Hello! OpenAI Code Agent

👔 Introduction

From an engineering perspective, for the tasks in our pipeline today, we need to gather sufficient information and construct a series of specific instructions. By directly issuing these instructions to the large model, we can avoid fine-tuning and RAG (Retrieval-Augmented Generation), thereby integrating the large model into the pipeline. This approach enables intelligent solutions to specific problems, ultimately achieving the goal of enhancing production efficiency.

Modern software engineering follows a structured path—from gathering requirements to deploying the final product. Copilot has reshaped how developers transition from ideas to code, yet a critical gap remains: the untapped potential of automated intelligence in CI/CD pipelines.

Today’s CI/CD pipelines handle a vast amount of structured data—source code, test results, security scans, and dependency reports. However, these artifacts, generated by existing tools, are underutilized. They provide raw data but lack deeper insights.

So, what if we could extract meaningful analysis from this structured information?

Our project enhances CI/CD workflows by integrating intelligent automation, transforming existing toolkits into a context-aware assistant. This enables: ✅ More effective security assessments ✅ Proactive insights that support engineering decisions

This isn’t just about automation—it’s about making CI/CD pipelines more adaptive, efficient, and responsive.

📊 Results

PR or Github issue

🔒 As our scan result related with vulnerability, we hidden all details in result to avoid hacker exploitation.

We already get 3 confirmed dependency update in cloud related project for security.
We submitted 1 PR to Apache project for enhancement.

Metrics

We define metrics for evaluate our jobs’ effectively.

Prompt percent: The percent of prompt as human intention in question asked to LLM.
Content percent: The percent of a specific function or files as content in question asked to LLM.
Output Token: The numbers token as LLM’s response.
LLM response time: The duration for LLM’s response.

Summary table

Metric	Document generate	Deployment suggestion	Code enhancement
Prompt percent	16%	5.6%	54.2%
Content percent	83%	93%	45%
Output Token	430	1207	742
LLM response time(second)	26	61	43

👀 Exmaple

CI Integration

Category	Tools	Language/Target	Scenario	Example
Unit Test	Jest	JavaScript	Auto-generate unit tests to improve coverage	Link
Doc Gen		Go	Generate GoDoc comments via AST analysis	Link
CVE Scan with Pod security	Syft, Bomber	deployment.yaml	Detect CVEs and suggest Pod Security Policy improvements	Link
CVE Scan with project	Syft, Bomber	n/A	Detect CVEs and the affect to your repo	Link
Code Vulnerabilities Scan		C	Detect common CVE reasons as null pointer for code	Link

Document generate

Deployment suggestion

In this part, we just scan “hello world” deployment yaml, either they are used for integration test or quick start for user. No production deployment.

Code enhancement

✨ Image this

🌴 You’re on a sun-soaked beach, sipping a mojito, watching the waves roll in. Carefree. Relaxed. Your code? It’s running itself in—an intelligent pipeline scanning CVEs, analyzing risks, and auto-adjusting deployments.

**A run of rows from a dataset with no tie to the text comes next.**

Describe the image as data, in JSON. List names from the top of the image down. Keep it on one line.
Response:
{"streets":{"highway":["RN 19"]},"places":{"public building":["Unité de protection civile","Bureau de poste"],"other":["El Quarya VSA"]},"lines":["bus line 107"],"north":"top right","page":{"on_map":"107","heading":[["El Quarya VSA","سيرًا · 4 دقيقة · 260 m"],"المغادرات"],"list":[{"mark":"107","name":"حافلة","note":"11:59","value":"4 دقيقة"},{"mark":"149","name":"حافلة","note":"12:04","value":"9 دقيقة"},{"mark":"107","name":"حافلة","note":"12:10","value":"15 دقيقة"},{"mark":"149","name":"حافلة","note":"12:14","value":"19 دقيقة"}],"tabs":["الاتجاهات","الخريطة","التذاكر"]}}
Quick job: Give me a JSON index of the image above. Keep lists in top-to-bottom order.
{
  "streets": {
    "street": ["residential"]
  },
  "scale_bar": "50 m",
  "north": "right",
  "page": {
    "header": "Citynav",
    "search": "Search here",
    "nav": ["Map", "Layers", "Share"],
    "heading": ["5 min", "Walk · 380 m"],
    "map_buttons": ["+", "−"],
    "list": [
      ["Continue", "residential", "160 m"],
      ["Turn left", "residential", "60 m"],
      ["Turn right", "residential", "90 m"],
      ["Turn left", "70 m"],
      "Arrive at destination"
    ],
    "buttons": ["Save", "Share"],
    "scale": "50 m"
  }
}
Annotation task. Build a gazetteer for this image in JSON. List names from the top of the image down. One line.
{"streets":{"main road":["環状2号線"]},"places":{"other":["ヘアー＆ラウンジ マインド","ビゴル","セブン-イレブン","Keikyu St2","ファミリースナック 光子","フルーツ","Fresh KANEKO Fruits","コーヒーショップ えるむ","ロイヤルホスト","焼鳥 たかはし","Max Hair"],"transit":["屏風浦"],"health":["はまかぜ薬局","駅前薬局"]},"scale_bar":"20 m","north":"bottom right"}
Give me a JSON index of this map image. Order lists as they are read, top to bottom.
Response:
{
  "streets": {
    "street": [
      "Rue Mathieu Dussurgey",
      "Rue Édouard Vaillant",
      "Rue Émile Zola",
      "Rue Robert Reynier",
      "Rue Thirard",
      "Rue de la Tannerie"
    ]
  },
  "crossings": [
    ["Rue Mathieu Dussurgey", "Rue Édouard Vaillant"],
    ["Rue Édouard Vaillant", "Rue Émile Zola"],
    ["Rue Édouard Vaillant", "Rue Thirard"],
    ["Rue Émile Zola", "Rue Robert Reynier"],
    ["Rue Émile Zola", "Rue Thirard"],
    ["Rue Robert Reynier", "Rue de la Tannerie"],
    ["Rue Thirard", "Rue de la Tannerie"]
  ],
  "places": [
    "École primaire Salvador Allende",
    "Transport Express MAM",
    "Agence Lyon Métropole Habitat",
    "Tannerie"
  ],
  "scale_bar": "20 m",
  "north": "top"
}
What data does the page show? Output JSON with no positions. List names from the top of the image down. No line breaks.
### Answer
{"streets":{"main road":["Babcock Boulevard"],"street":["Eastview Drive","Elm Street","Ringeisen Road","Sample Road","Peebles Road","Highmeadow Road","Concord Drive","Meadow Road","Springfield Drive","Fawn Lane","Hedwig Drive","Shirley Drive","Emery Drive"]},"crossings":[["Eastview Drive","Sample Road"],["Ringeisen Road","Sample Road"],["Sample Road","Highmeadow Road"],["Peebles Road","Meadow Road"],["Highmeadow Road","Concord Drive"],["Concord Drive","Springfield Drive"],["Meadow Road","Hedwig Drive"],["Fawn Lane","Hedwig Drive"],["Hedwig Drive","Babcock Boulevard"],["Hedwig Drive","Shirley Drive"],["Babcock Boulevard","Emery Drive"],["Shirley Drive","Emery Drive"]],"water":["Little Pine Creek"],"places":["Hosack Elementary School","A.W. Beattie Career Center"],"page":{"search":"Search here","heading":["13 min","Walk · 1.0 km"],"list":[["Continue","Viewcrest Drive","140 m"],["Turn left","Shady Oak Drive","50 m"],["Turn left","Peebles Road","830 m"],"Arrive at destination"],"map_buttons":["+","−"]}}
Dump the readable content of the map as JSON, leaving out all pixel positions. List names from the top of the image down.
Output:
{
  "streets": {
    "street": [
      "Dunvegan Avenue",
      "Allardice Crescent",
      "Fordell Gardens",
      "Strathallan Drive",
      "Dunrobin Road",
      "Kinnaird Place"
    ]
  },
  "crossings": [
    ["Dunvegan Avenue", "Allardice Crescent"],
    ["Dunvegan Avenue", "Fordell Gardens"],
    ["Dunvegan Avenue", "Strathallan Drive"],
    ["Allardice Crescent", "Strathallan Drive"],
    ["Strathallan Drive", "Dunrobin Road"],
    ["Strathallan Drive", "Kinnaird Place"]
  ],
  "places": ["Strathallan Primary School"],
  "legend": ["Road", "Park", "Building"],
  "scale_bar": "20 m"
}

Now, contrast that with this:

💻 You’re hunched over your desk, chugging coffee at 2 AM, manually digging through security reports, tweaking YAML files, and writing function doc strings one by one.

The choice is yours. Hack smarter, not harder. Let AI do the grunt work while you enjoy the sunset.

✏️ Methodology

On one hand, referencing the ReAct, LLMs generate reliable, hallucination-free responses when provided with sufficient ground truth data. With reasoning technologies like Chain of Thought (CoT), LLMs can analyze patterns, detect anomalies, and surface actionable insights.

On the other hand, modern software scanning tools already generate structured data, but they lack the ability to interpret, connect, and act on it.

The Challenge:

🔥 Can we extract real intelligence—without RAG, without fine-tuning, just results? Design

Let’s shake hands, make it happen. By ground truth as source code or structured reports, with a clear human intention, ask LLM to deal with the task. Using Google’s AI Agent design style to explain our design, we implements tools read data from both source code and structured reports, with prompt as prefix represent human intention.

🔥 Can we upgrade CI/CD pipelines from passive scanners to AI-driven assistants? pipelineIntegration Yep, we package this AI agent as a github action as a part of CI/CD pipeline code!